About this task: Gather the lines below that include the string "margin", copying each in full.

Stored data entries
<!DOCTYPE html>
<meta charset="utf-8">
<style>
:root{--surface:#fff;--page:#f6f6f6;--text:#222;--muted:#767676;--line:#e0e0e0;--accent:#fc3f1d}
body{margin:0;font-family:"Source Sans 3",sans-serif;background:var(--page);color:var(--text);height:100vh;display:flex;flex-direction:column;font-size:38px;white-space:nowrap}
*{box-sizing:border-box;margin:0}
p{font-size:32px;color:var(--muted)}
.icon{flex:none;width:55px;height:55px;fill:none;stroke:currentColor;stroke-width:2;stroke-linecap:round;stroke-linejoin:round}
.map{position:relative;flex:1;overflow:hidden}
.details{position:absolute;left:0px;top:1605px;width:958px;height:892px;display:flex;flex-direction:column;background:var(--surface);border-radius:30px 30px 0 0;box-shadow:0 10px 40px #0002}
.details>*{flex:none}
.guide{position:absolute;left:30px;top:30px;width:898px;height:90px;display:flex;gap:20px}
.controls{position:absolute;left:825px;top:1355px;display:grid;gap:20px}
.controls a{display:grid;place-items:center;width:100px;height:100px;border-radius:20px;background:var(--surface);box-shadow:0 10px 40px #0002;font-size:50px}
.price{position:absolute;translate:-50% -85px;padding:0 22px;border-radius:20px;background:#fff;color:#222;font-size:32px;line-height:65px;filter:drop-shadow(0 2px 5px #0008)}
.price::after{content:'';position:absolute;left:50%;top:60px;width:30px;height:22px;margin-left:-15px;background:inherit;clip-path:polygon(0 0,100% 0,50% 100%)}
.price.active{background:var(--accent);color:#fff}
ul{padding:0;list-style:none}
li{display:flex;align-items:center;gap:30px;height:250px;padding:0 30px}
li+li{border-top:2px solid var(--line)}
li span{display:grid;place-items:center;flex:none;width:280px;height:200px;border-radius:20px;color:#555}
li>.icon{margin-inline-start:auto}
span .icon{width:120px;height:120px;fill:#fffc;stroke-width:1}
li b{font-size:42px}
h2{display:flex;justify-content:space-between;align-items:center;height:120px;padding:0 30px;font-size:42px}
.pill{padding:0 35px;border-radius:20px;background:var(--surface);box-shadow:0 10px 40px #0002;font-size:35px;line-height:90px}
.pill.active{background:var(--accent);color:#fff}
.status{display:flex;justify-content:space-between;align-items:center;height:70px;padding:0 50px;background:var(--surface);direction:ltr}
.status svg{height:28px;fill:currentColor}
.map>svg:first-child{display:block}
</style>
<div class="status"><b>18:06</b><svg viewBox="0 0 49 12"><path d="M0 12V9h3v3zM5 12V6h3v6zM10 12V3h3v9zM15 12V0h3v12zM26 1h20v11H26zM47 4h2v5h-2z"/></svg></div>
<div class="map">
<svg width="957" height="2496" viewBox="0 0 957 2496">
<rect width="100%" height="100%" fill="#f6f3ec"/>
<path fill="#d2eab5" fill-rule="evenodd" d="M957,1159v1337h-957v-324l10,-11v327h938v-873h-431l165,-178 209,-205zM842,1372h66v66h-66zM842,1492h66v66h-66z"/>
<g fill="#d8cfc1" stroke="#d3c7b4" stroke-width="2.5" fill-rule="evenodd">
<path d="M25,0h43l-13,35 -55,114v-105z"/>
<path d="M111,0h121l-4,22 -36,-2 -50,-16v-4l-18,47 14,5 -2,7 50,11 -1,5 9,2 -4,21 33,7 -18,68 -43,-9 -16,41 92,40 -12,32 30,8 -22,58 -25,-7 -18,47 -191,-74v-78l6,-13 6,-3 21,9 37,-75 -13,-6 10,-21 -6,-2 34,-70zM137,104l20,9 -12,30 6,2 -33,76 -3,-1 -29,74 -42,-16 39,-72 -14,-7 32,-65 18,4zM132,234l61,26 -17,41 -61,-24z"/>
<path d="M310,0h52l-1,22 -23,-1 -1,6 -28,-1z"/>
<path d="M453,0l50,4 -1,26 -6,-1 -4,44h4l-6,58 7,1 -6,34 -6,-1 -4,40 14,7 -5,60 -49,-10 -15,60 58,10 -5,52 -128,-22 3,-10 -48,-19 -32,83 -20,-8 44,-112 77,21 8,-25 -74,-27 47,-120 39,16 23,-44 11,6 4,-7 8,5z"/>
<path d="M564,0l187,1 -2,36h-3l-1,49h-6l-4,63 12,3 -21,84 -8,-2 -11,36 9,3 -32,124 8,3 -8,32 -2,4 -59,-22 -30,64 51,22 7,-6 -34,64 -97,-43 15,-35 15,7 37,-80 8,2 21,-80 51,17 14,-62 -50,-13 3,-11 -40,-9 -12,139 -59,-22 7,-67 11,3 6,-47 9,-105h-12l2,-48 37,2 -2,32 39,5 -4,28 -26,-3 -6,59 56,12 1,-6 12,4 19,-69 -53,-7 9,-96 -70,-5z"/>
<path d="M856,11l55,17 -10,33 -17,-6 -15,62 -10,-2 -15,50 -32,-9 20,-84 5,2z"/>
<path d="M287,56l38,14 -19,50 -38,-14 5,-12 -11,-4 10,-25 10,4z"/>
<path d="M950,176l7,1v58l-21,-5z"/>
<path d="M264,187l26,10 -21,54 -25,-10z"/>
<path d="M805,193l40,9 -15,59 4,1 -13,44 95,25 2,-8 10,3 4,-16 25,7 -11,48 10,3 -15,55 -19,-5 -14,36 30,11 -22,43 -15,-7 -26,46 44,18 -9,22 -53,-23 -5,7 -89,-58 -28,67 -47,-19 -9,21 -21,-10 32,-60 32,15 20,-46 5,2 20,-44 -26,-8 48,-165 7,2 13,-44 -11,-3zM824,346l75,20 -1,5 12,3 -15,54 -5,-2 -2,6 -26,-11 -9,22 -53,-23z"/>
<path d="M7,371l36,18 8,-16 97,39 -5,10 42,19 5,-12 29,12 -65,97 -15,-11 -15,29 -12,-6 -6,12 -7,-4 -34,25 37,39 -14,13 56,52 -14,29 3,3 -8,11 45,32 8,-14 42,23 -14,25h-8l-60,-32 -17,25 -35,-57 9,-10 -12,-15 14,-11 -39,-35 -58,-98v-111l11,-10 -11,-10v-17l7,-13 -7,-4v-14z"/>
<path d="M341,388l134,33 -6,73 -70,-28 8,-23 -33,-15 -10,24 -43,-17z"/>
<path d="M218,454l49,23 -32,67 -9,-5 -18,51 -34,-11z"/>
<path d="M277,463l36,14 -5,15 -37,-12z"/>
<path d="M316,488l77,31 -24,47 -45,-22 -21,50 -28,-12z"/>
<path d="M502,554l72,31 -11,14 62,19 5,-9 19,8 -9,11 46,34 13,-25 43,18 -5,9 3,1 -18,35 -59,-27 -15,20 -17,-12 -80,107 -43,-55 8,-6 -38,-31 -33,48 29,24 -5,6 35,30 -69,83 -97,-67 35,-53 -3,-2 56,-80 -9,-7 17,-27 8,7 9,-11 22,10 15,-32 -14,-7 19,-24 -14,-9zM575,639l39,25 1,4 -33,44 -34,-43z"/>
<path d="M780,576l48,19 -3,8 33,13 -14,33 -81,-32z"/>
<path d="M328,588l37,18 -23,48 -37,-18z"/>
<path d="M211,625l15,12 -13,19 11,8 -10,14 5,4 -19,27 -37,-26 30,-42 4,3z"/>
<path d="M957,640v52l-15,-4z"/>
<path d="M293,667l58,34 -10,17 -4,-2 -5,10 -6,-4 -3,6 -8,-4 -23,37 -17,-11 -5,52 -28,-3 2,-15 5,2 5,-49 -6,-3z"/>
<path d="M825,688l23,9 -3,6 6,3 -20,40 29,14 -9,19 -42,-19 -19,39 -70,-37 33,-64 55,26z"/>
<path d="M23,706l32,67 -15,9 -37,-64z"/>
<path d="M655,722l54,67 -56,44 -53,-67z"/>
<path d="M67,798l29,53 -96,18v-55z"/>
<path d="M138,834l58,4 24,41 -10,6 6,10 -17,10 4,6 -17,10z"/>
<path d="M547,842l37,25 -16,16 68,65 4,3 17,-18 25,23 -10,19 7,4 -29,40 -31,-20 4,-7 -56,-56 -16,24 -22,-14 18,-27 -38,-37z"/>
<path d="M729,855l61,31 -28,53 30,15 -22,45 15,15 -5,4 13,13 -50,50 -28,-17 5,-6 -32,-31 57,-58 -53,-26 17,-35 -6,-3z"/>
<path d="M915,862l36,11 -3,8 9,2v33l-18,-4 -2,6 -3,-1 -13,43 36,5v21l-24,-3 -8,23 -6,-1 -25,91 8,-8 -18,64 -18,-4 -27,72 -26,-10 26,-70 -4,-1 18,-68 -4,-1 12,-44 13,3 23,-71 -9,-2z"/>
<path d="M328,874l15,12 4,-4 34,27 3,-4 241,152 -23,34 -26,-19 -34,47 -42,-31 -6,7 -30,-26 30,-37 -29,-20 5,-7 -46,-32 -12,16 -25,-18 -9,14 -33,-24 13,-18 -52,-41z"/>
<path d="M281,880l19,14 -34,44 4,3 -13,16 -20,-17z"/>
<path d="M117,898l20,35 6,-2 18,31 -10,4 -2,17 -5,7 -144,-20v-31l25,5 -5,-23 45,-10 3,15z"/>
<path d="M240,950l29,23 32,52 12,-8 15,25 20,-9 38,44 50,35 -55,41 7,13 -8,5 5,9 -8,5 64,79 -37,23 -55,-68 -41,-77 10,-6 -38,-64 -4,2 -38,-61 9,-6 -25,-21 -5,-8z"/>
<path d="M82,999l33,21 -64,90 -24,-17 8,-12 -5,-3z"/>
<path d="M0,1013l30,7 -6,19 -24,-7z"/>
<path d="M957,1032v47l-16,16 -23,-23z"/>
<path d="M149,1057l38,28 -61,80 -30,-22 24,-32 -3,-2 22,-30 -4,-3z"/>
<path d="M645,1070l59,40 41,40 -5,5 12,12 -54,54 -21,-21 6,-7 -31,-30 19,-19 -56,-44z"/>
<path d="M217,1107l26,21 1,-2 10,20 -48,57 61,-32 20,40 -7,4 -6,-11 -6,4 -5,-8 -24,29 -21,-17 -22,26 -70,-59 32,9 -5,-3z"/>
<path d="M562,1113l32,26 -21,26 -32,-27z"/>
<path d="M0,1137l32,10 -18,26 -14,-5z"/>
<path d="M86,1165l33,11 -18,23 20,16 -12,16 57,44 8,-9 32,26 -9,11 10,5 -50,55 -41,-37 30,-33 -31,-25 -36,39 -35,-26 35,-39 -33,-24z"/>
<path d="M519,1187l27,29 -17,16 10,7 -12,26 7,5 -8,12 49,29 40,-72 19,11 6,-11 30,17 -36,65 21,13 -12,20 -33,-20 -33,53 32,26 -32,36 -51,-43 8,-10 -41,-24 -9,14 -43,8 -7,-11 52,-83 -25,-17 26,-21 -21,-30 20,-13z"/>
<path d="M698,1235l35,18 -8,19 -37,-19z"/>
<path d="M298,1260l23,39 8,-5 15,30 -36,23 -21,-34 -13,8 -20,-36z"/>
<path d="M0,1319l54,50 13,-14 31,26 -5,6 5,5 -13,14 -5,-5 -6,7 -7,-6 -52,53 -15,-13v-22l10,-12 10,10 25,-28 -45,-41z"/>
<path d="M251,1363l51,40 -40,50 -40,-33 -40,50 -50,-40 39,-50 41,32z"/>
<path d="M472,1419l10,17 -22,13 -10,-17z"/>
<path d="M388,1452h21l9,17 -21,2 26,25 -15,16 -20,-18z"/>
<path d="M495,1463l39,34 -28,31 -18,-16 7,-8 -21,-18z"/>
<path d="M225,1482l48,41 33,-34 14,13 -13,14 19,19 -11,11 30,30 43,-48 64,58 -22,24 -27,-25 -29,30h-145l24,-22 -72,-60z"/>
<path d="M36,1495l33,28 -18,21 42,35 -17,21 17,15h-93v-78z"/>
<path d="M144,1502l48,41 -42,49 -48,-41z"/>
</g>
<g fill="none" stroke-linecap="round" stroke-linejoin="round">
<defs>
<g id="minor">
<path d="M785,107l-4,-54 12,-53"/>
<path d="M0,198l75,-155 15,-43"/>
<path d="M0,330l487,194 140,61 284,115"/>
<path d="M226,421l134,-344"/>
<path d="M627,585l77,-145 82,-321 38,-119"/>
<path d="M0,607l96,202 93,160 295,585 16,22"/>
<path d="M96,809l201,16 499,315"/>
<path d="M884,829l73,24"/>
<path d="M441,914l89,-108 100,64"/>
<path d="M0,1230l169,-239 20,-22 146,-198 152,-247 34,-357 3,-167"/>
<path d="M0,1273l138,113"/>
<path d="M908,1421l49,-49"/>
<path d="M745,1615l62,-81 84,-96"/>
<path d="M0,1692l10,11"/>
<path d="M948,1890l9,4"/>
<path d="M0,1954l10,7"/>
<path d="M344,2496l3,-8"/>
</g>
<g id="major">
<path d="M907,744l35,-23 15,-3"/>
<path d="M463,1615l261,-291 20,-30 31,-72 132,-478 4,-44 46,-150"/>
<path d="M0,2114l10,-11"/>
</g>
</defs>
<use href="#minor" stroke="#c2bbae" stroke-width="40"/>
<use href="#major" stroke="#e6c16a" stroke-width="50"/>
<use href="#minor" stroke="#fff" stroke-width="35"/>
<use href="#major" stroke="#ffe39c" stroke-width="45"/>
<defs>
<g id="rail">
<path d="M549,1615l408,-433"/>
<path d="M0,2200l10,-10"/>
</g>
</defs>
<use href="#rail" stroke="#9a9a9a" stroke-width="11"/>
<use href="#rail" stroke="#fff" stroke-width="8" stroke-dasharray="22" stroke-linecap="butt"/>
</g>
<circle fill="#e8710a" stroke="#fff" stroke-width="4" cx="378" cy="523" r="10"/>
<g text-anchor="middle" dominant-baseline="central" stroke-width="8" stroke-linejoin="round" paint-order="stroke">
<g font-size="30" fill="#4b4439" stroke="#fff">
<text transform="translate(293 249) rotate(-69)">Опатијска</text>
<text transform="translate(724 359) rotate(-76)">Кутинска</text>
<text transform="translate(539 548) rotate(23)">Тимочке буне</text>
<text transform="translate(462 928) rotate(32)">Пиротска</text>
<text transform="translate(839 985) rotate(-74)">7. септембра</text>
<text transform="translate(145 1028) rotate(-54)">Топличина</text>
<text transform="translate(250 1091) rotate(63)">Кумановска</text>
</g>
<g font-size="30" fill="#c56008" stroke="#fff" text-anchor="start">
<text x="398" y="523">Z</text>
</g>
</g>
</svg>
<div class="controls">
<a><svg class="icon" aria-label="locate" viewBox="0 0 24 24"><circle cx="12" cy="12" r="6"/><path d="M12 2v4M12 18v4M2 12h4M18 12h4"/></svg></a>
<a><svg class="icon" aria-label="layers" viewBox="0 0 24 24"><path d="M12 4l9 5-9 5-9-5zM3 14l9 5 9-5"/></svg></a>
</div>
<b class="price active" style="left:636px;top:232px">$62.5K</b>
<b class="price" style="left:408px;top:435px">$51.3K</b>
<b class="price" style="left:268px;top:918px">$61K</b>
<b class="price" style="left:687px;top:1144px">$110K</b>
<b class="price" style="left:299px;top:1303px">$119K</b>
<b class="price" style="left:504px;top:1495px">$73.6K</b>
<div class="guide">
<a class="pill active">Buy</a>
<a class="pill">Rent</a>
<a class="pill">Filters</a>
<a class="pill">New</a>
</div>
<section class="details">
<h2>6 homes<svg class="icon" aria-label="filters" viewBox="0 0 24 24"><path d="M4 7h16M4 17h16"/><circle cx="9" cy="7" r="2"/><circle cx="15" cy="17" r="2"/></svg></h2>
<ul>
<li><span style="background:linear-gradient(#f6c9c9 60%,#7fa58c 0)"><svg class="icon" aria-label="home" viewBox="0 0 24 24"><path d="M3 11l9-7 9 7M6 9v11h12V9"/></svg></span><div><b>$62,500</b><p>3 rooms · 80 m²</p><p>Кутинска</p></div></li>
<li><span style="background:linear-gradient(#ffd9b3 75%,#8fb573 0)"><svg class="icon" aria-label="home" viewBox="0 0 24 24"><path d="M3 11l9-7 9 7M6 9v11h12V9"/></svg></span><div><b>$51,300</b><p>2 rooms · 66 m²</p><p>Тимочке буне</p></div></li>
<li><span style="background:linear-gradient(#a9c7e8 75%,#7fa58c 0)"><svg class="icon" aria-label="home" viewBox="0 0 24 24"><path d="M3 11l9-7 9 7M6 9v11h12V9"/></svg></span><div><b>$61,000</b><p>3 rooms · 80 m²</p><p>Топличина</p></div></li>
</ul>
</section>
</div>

Exercise output:
body{margin:0;font-family:"Source Sans 3",sans-serif;background:var(--page);color:var(--text);height:100vh;display:flex;flex-direction:column;font-size:38px;white-space:nowrap}
*{box-sizing:border-box;margin:0}
.price::after{content:'';position:absolute;left:50%;top:60px;width:30px;height:22px;margin-left:-15px;background:inherit;clip-path:polygon(0 0,100% 0,50% 100%)}
li>.icon{margin-inline-start:auto}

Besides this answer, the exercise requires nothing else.